According to The Source, based in the United Arab Emirates, Yasmine Mahmoud rides her bike to work every day through Cairo traffic bare headed and wearing a bright yellow blouse. The 31 year old woman is an advocate for building dedicated bike lanes in the city.
“A bicycle saves both time and the money required for gas,” she says. “This road would have taken at least half an hour,” she explains, pointing to a line of cars crawling around a traffic circle. She is quickly by the traffic jam on her bicycle.
Yasmine’s journey is not without its difficult moments. “Verbal sexual harassments and cynical passers-by are big problems too. I just ignore them and ride on,” she adds, laughing. But she still remembers when a young man assaulted her while she was riding one day.
Yasmine is a member of Go Bike, a group that promotes cycling. Every Friday morning, the group arranges cycling tours that attract many women who want to learn the sport and follow Yasmine’s lifestyle. “I am ready for the challenge,” says Shaimaa Ahmed, a veil-wearing 26-year-old pharmacist who has just tried bicycling for the first time.
Fifty-year-old amateur Wafaa Ahmed is proof that cycling is not just for the young. “The only fear is harassment, more than the chaotic traffic and lack of security on the streets,” says the mother-of-two, who wants to travel to her workplace by bicycle.

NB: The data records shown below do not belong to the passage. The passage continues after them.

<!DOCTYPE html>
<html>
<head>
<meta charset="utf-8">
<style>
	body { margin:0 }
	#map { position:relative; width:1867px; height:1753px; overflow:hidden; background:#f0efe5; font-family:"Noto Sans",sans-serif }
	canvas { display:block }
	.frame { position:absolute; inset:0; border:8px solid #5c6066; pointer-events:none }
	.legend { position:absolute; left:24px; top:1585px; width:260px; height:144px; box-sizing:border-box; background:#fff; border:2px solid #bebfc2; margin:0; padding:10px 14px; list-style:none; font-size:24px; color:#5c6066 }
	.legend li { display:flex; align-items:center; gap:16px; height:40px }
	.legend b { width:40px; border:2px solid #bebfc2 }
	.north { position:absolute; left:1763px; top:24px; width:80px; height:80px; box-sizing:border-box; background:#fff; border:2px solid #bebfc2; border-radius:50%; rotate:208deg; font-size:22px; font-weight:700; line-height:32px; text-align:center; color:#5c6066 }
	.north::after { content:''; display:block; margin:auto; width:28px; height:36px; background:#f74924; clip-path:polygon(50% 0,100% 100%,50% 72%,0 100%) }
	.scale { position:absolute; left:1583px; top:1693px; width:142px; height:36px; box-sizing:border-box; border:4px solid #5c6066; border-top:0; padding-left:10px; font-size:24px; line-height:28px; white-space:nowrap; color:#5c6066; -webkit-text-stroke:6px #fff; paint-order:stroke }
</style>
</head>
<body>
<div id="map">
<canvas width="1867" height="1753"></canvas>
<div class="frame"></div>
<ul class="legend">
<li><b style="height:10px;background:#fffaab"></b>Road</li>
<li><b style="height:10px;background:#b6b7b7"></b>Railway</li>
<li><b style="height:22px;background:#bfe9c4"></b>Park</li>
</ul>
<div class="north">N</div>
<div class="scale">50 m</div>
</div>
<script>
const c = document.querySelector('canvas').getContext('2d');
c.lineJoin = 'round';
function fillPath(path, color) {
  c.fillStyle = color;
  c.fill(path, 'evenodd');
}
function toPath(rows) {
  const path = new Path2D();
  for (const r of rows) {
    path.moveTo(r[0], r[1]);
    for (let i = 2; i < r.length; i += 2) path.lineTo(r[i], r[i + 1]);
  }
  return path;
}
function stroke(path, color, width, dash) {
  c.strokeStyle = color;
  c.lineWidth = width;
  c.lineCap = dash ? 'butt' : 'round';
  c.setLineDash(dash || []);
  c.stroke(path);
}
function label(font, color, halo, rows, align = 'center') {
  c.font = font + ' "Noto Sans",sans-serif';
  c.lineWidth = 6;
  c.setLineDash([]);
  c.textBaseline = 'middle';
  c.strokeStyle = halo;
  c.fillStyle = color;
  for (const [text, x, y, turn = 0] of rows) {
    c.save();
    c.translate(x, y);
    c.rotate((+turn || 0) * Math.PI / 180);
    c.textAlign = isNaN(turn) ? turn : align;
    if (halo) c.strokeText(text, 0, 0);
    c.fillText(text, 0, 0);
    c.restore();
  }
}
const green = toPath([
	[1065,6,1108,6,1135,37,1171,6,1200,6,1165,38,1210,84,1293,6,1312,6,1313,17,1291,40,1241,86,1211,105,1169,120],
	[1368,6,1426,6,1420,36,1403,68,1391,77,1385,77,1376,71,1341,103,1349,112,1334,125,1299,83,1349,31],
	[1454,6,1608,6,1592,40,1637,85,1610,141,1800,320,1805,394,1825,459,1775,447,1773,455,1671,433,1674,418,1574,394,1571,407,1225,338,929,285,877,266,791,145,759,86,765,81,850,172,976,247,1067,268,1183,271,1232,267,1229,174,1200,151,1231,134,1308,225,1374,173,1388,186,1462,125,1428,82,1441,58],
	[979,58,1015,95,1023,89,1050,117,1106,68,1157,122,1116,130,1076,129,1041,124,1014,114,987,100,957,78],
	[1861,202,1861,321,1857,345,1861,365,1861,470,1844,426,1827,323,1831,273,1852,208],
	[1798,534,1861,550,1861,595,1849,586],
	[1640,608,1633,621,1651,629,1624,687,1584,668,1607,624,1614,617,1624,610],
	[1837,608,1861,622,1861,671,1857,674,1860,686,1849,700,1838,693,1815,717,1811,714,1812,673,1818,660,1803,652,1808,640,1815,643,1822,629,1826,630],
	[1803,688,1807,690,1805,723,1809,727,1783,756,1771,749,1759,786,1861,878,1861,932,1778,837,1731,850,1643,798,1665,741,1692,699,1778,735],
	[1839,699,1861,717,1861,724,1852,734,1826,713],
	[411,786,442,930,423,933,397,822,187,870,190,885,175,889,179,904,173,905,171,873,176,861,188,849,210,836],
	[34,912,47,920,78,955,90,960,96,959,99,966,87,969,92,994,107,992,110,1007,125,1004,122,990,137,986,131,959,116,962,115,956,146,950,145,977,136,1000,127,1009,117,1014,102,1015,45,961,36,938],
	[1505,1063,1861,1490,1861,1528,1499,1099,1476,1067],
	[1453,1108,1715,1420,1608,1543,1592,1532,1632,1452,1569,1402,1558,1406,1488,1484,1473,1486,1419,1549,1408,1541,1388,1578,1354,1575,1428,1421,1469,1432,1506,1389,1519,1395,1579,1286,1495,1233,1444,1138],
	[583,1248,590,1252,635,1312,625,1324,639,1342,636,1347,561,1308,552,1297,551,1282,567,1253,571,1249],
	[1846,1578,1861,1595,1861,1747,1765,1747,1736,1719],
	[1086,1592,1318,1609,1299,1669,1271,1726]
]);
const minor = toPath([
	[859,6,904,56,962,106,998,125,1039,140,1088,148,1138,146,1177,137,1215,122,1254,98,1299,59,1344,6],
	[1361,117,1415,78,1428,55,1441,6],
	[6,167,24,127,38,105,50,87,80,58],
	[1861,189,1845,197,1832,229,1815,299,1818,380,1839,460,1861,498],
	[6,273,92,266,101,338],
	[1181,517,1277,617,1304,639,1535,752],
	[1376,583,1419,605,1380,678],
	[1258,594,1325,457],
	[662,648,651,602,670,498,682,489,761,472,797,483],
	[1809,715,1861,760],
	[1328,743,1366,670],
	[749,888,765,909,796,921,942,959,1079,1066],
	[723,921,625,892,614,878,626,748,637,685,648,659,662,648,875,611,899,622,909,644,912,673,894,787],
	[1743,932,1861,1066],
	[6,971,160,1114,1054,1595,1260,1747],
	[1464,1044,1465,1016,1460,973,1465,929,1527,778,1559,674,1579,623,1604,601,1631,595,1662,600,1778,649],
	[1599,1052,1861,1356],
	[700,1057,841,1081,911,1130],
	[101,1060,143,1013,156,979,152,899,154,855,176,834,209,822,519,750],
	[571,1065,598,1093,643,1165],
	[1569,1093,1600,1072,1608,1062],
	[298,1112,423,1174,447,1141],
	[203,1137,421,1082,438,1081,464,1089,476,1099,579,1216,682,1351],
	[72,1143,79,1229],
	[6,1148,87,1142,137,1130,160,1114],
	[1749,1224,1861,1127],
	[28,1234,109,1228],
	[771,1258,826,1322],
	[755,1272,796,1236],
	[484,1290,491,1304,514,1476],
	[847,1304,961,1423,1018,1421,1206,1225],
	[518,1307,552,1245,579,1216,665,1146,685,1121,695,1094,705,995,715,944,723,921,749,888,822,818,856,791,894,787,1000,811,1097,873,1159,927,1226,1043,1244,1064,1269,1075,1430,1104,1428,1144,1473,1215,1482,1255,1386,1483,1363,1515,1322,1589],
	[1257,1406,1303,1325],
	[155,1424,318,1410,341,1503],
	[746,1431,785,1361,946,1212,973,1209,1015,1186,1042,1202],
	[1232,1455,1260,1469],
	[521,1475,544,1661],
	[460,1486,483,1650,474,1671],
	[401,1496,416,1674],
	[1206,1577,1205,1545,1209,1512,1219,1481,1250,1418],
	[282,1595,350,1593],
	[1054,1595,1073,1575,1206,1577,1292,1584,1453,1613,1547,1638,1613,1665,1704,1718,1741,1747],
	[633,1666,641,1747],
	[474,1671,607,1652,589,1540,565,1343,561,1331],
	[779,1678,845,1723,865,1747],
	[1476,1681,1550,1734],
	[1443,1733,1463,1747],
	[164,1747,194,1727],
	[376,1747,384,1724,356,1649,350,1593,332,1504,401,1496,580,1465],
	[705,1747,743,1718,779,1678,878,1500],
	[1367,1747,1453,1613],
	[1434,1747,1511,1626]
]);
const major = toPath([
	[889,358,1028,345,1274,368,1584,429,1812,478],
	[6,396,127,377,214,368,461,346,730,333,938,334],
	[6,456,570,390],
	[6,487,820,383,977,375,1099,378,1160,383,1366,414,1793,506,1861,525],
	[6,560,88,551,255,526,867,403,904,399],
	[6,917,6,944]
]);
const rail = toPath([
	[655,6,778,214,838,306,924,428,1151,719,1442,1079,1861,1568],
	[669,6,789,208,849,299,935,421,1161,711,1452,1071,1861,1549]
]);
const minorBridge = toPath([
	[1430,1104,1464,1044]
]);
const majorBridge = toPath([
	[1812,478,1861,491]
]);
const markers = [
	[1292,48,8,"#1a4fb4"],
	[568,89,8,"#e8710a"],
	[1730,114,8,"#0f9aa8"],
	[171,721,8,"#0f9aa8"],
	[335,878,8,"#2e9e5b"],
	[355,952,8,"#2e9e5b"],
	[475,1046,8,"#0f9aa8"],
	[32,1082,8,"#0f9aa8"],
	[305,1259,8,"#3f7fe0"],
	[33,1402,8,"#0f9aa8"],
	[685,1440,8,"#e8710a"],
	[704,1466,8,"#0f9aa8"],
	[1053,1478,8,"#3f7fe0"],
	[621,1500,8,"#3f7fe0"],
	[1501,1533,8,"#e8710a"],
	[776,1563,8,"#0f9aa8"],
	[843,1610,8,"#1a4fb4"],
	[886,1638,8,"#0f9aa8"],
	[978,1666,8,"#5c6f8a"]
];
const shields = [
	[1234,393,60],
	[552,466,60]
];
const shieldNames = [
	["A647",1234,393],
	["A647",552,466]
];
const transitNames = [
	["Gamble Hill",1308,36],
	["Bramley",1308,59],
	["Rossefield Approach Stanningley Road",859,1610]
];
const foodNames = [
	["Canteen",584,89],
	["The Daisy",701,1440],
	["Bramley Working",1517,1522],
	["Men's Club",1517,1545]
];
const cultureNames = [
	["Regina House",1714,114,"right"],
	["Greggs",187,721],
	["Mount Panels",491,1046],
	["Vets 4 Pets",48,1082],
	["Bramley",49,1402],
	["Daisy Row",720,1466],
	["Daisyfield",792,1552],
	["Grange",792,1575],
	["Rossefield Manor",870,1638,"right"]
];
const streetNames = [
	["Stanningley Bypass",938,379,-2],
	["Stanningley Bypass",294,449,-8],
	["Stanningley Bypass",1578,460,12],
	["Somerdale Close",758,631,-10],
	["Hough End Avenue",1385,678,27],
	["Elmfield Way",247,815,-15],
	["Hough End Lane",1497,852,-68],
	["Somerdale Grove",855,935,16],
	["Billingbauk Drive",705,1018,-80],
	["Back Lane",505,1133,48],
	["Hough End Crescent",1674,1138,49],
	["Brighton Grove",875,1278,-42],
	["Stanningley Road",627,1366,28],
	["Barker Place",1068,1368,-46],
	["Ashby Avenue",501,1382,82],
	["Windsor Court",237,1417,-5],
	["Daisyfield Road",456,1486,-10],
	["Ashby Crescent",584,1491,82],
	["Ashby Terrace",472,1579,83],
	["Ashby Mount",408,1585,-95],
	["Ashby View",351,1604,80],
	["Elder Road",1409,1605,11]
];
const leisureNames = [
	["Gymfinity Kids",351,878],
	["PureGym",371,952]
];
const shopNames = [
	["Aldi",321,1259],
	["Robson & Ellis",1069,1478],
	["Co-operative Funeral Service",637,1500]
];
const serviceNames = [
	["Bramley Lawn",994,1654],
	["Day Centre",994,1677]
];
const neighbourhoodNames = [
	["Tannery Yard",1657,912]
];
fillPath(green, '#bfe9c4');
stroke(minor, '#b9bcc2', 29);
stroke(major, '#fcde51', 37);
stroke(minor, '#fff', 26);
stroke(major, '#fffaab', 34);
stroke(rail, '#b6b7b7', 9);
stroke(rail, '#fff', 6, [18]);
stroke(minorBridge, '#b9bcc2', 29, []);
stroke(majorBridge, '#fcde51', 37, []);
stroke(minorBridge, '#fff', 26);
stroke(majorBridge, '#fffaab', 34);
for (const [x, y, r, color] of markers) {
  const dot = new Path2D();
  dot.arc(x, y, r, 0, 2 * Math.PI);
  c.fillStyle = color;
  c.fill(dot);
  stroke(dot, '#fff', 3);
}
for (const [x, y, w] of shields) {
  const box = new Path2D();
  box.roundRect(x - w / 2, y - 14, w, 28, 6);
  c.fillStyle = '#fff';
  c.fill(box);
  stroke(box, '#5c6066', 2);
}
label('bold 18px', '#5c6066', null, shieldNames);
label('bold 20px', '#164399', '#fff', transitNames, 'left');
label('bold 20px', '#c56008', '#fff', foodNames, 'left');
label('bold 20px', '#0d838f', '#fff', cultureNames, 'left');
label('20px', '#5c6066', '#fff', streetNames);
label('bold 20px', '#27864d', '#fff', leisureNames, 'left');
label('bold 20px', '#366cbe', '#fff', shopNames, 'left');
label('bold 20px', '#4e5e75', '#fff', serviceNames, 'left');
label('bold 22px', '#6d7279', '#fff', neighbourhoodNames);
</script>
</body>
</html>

Other Egyptian women find the bicycle too tame for their tastes. For them, motorcycles are not only a way to beat congestion but a way of bonding with other women as well. They meet during the weekends in the upscale Zamalek district, to share their passion for riding bikes.
One of the women, Dina Wassef says the members of her group don’t ride to prove a specific point. “Of course, some people do not approve of this. Some people believe that we ride bikes out of stubbornness,” Dina said.
But that’s not the reason, she says. “We do this because we love motorbikes and because of how we feel while riding the motorbikes with our hair flying in the air on the open road. It’s something that makes us happy and that we love,” according to Africa News.
Since humans first invented the wheel, it has stood for freedom. Sometimes just feeling the wind in your hair is a way of making a statement while you ride.